Supplied material >>
== == ==

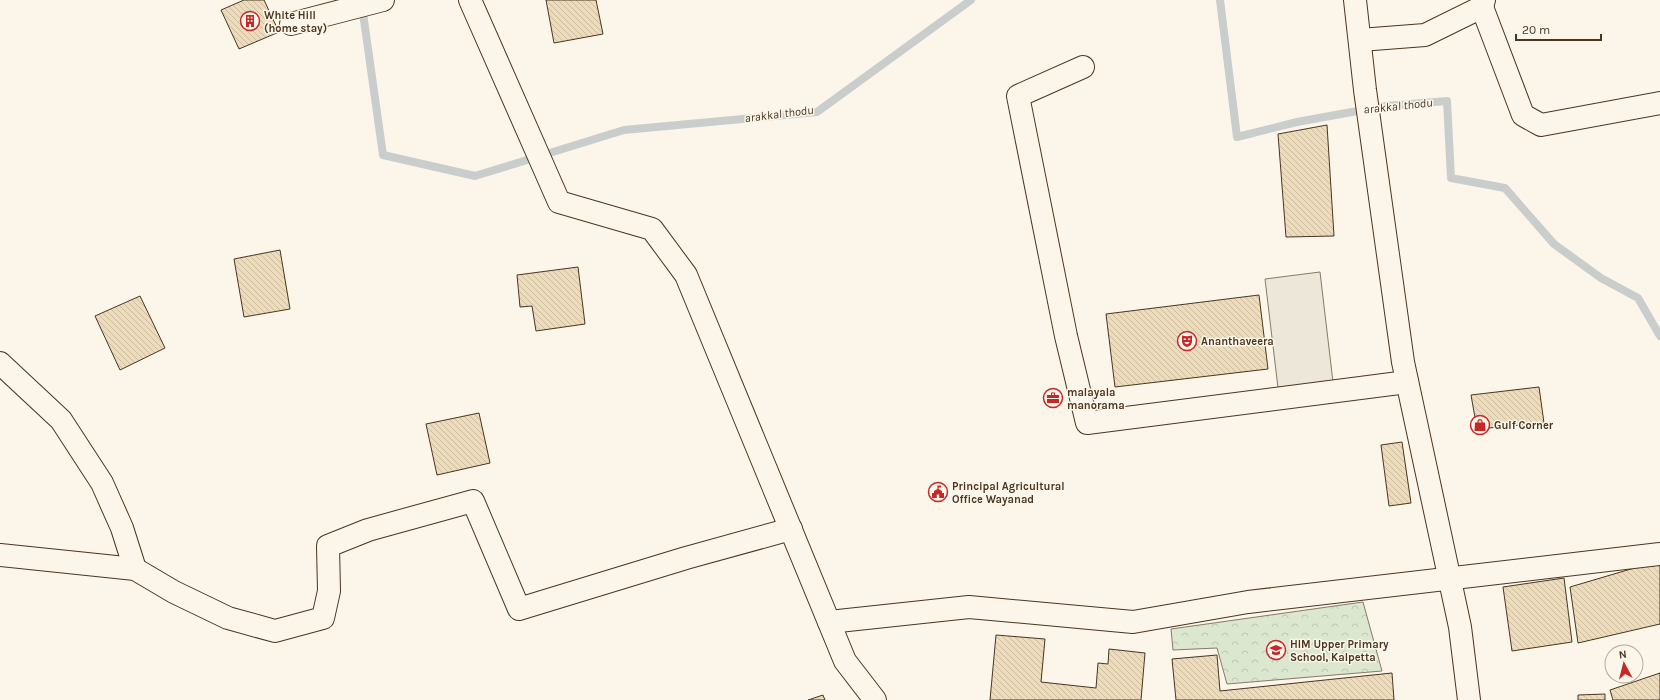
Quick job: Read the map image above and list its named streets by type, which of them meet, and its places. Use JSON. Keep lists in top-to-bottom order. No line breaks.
{"water":["arakkal thodu"],"places":{"building":["White Hill (home stay)"],"theatre":["Ananthaveera"],"office":["malayala manorama"],"shop":["Gulf Corner"],"public building":["Principal Agricultural Office Wayanad"],"school or university":["HIM Upper Primary School, Kalpetta"]},"scale_bar":"20 m","north":"top"}
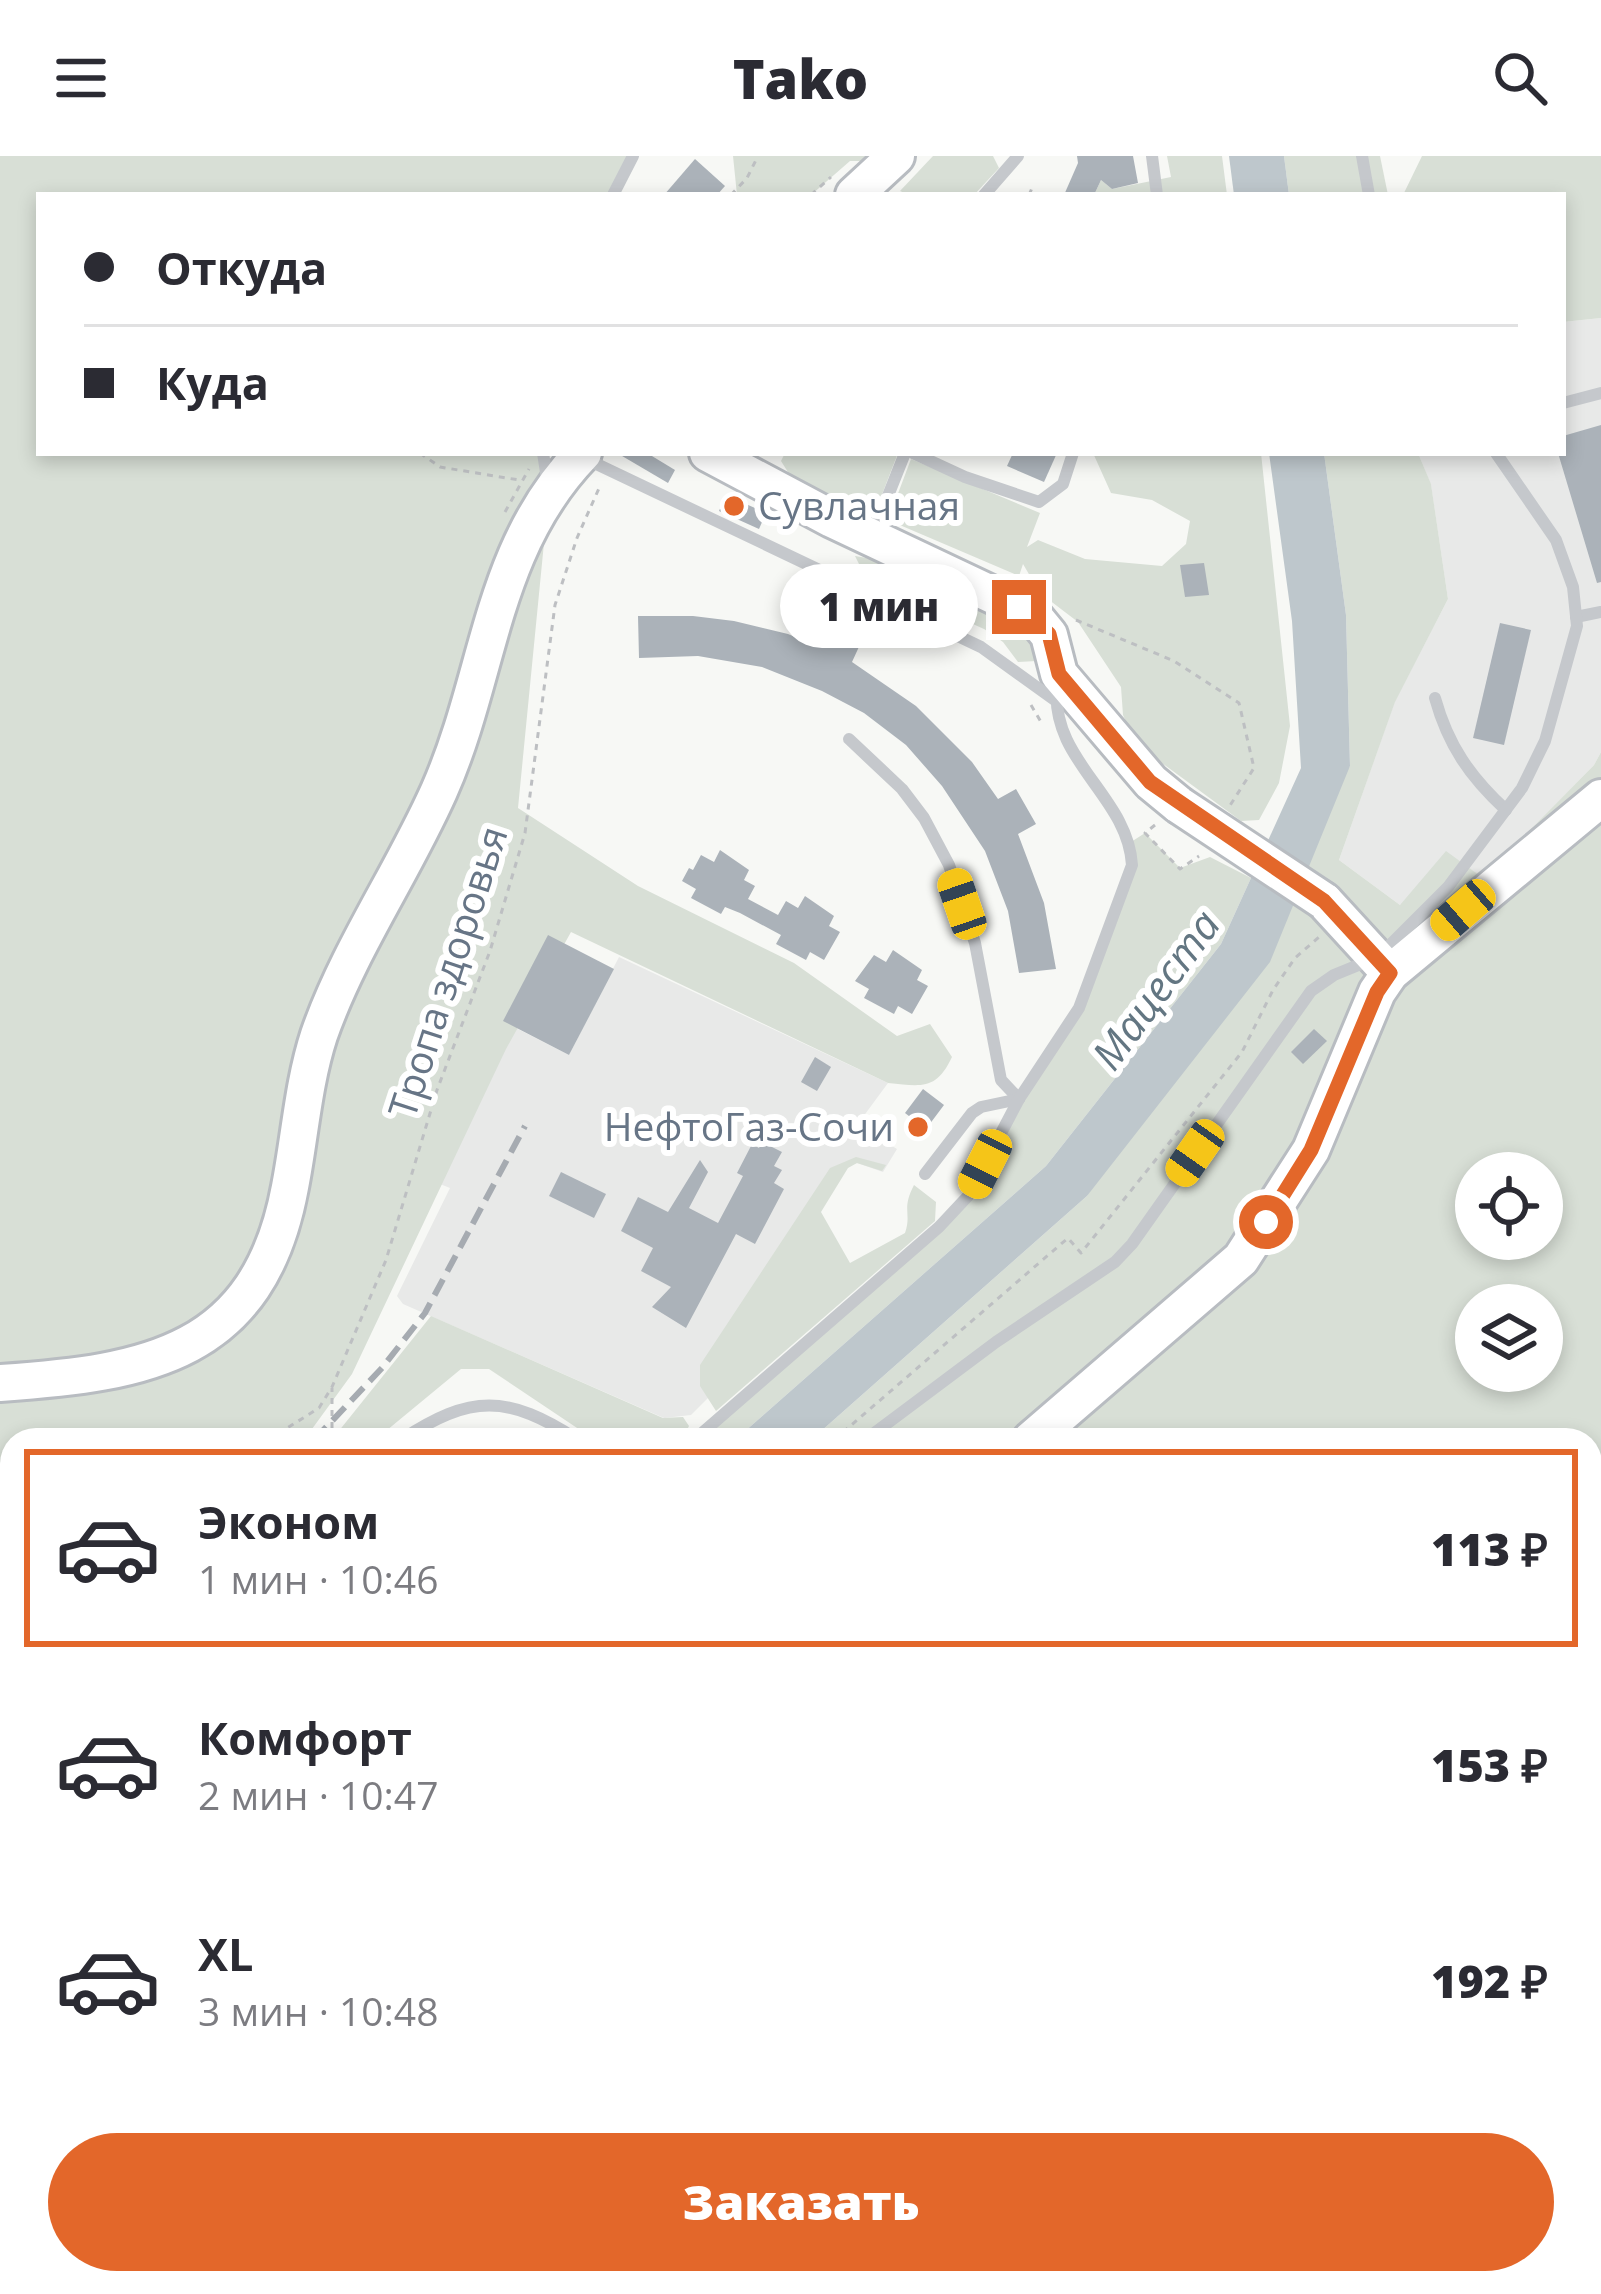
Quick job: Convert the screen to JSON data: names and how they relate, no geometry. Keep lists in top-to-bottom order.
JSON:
{
  "streets": {
    "path": ["Тропа здоровья"]
  },
  "water": ["Мацеста"],
  "places": ["Сувлачная", "НефтоГаз-Сочи"],
  "page": {
    "header": "Tako",
    "banner": ["Откуда", "Куда"],
    "bubble": "1 мин",
    "list": [
      {
        "name": "Эконом",
        "note": "1 мин · 10:46",
        "value": "113 ₽"
      },
      {
        "name": "Комфорт",
        "note": "2 мин · 10:47",
        "value": "153 ₽"
      },
      {
        "name": "XL",
        "note": "3 мин · 10:48",
        "value": "192 ₽"
      }
    ],
    "buttons": "Заказать"
  }
}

== == ==

Brief >> Reproduce the listing exactly, but omit every picture in it.

Answer section >>
Quick job: Read the map image above and list its named streets by type, which of them meet, and its places. Use JSON. Keep lists in top-to-bottom order. No line breaks.
{"water":["arakkal thodu"],"places":{"building":["White Hill (home stay)"],"theatre":["Ananthaveera"],"office":["malayala manorama"],"shop":["Gulf Corner"],"public building":["Principal Agricultural Office Wayanad"],"school or university":["HIM Upper Primary School, Kalpetta"]},"scale_bar":"20 m","north":"top"}
Quick job: Convert the screen to JSON data: names and how they relate, no geometry. Keep lists in top-to-bottom order.
JSON:
{
  "streets": {
    "path": ["Тропа здоровья"]
  },
  "water": ["Мацеста"],
  "places": ["Сувлачная", "НефтоГаз-Сочи"],
  "page": {
    "header": "Tako",
    "banner": ["Откуда", "Куда"],
    "bubble": "1 мин",
    "list": [
      {
        "name": "Эконом",
        "note": "1 мин · 10:46",
        "value": "113 ₽"
      },
      {
        "name": "Комфорт",
        "note": "2 мин · 10:47",
        "value": "153 ₽"
      },
      {
        "name": "XL",
        "note": "3 мин · 10:48",
        "value": "192 ₽"
      }
    ],
    "buttons": "Заказать"
  }
}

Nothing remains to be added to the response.